Select the single best option for each question stem

  1. 1 Which of the following is not among the sequelae of traumatic experience?

    1. a dysregulated autonomic arousal

    2. b intrusive emotions and body sensations

    3. c depression and numbing

    4. d delusions and hallucinations

    5. e hypervigilance.

  2. 2 Development of affect regulatory abilities are dependent on which of the following:

    1. a secure attachment

    2. b temperament and heredity

    3. c socioeconomic status of caregivers

    4. d emotional maturity of parents

    5. e cognitive enrichment.

  3. 3 Sensorimotor psychotherapy is characterised by which of the following features:

    1. a use of touch

    2. b catharsis-promoting techniques

    3. c mindfulness and dual awareness

    4. d focus on traumatic events

    5. e non-verbal approach.

  4. 4 The benefits of mindfulness as a therapeutic technique result from which of the following:

    1. a emphasis on the achievement of calm

    2. b activation of the prefrontal cortex

    3. c regulatory effects on amygdala activation

    4. d effect on the transference

    5. e opportunity to observe procedurally learned patterns.
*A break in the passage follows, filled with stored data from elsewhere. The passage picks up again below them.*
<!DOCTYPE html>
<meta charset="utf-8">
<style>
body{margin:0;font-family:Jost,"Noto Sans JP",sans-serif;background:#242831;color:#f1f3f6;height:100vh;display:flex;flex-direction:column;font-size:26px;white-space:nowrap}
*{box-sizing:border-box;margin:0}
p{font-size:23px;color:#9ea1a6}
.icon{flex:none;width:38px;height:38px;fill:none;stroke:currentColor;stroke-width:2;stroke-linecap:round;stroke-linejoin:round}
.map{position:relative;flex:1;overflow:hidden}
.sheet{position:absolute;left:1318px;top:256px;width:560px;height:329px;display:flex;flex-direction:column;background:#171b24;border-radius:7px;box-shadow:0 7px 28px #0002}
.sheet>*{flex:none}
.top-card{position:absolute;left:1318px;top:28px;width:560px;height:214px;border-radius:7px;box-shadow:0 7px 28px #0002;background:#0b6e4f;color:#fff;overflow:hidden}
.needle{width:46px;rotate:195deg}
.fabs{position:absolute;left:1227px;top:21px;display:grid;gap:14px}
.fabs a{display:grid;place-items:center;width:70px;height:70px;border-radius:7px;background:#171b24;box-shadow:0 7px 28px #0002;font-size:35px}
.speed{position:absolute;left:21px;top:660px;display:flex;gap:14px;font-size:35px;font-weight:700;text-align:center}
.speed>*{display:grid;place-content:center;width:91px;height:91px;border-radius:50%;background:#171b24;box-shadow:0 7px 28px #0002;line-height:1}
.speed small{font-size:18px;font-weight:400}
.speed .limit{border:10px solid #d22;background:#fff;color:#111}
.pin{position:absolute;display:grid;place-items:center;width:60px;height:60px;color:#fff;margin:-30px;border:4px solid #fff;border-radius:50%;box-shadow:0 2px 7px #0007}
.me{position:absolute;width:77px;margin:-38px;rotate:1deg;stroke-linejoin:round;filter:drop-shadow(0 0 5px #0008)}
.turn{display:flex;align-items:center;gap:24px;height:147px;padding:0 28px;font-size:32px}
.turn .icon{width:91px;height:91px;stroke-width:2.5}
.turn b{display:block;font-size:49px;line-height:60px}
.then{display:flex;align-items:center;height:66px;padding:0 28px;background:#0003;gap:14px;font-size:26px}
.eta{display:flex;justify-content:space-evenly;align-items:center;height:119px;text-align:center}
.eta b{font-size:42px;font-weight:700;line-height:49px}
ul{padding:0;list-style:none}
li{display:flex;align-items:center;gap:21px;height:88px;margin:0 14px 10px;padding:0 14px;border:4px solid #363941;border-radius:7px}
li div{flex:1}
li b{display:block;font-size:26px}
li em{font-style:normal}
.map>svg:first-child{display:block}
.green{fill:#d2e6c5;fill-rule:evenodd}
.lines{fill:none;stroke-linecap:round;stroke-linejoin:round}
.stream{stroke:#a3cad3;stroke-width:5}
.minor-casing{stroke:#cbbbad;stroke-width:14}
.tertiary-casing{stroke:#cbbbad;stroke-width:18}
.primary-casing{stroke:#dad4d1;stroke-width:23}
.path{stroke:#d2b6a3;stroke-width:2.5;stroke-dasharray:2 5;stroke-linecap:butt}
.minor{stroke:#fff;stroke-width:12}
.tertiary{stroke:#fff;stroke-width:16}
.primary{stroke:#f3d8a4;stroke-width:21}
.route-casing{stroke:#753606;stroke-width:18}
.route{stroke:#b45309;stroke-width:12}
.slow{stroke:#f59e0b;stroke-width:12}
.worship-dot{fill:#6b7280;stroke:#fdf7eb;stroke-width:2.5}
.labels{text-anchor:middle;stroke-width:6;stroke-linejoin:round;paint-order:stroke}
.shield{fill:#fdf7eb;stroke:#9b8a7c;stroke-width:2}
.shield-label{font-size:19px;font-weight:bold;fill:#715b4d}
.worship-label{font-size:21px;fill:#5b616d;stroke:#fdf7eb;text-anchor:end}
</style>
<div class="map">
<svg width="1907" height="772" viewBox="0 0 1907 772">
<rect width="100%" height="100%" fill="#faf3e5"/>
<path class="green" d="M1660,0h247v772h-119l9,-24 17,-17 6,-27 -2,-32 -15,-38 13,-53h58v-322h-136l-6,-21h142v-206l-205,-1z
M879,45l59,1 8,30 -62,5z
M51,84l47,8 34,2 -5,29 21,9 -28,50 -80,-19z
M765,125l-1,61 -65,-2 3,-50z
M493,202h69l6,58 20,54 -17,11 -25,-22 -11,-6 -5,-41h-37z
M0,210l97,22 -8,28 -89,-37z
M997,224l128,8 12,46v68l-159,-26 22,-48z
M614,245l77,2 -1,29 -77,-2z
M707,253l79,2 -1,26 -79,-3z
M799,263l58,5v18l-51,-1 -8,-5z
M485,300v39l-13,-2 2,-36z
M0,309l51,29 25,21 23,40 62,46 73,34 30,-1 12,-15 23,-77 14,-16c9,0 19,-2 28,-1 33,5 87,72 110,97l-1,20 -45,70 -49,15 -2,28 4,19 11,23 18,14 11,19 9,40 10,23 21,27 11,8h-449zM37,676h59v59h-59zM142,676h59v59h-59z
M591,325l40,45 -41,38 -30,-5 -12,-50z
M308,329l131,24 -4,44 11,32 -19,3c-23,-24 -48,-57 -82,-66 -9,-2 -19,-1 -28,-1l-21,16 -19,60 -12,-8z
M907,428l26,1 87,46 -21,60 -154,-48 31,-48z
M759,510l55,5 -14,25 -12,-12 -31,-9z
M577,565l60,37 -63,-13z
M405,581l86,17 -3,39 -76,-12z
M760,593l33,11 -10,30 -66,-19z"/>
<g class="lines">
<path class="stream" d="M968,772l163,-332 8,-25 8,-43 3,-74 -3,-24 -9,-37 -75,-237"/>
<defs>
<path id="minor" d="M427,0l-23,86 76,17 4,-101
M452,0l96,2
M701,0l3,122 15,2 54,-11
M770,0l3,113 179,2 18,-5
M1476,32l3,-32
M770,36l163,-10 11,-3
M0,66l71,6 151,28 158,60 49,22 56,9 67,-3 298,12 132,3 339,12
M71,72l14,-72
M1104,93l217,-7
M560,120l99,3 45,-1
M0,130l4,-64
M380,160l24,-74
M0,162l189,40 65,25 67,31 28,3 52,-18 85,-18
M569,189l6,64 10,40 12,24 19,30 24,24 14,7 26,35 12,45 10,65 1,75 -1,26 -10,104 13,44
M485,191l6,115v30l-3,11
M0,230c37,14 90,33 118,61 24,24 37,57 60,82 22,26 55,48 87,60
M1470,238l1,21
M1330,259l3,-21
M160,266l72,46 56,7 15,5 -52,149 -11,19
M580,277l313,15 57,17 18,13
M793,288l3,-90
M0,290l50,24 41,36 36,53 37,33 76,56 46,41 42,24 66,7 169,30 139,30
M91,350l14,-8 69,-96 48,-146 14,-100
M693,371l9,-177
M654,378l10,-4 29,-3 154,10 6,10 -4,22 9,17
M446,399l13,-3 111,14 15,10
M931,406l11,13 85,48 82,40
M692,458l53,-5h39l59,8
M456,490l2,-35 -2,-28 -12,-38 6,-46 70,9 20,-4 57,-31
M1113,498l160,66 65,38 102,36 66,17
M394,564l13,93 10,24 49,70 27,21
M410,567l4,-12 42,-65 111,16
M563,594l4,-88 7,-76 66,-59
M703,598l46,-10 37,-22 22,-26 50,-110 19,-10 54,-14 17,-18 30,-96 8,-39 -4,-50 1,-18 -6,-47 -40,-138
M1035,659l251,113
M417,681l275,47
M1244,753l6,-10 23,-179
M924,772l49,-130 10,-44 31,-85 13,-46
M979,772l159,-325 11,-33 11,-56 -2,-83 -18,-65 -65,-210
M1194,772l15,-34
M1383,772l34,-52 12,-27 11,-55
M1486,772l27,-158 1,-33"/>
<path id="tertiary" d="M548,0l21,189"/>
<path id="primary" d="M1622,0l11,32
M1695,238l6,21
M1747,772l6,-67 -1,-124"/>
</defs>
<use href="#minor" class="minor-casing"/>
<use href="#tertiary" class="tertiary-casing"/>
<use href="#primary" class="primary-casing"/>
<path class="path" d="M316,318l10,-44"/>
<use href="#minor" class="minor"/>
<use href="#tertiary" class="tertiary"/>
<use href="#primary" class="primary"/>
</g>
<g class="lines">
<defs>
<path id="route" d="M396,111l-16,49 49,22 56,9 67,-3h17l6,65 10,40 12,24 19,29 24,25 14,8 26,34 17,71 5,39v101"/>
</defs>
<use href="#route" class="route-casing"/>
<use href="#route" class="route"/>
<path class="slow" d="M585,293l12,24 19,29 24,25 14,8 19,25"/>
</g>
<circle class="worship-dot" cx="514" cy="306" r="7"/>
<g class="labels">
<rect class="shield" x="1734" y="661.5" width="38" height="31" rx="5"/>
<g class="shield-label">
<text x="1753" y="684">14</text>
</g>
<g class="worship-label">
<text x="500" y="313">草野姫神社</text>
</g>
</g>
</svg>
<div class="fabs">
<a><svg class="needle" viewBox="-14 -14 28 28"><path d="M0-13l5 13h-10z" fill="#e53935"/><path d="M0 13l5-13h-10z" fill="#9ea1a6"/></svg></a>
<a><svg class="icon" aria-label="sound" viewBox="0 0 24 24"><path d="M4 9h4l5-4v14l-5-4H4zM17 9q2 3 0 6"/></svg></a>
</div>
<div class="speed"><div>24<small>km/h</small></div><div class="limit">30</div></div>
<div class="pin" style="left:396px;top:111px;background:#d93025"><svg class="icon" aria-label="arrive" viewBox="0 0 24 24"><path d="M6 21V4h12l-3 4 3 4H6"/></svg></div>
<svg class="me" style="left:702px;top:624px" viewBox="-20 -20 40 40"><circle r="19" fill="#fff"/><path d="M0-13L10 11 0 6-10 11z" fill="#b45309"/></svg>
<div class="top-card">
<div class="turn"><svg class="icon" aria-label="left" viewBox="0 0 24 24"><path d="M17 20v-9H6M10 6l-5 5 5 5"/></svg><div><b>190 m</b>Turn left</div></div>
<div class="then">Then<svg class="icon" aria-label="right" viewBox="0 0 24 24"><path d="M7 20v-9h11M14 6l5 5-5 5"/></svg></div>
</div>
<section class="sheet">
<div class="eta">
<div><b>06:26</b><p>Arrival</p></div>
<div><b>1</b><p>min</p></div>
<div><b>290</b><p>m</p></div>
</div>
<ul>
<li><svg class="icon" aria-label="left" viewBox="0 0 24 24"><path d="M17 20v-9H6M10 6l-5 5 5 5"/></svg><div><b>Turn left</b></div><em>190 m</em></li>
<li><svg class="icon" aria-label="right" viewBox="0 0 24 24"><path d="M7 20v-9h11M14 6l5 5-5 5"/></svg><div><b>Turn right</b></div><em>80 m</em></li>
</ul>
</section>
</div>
  5. 5 Somatic resources have which of the following benefits:

    1. a provide somatic support for psychological functioning

    2. b increase immune system functioning

    3. c increase muscle tone and body strength

    4. d positively influence self-esteem

    5. e support mindfulness.

MCQ answers

1 d 2 a 3 c 4 c 5 a

Footnotes

Declaration of Interest

J.F. is a Faculty Member of the Sensorimotor Psychotherapy Institute and is compensated by the Institute for instructing psychotherapists in the theory and practice of sensorimotor psychotherapy.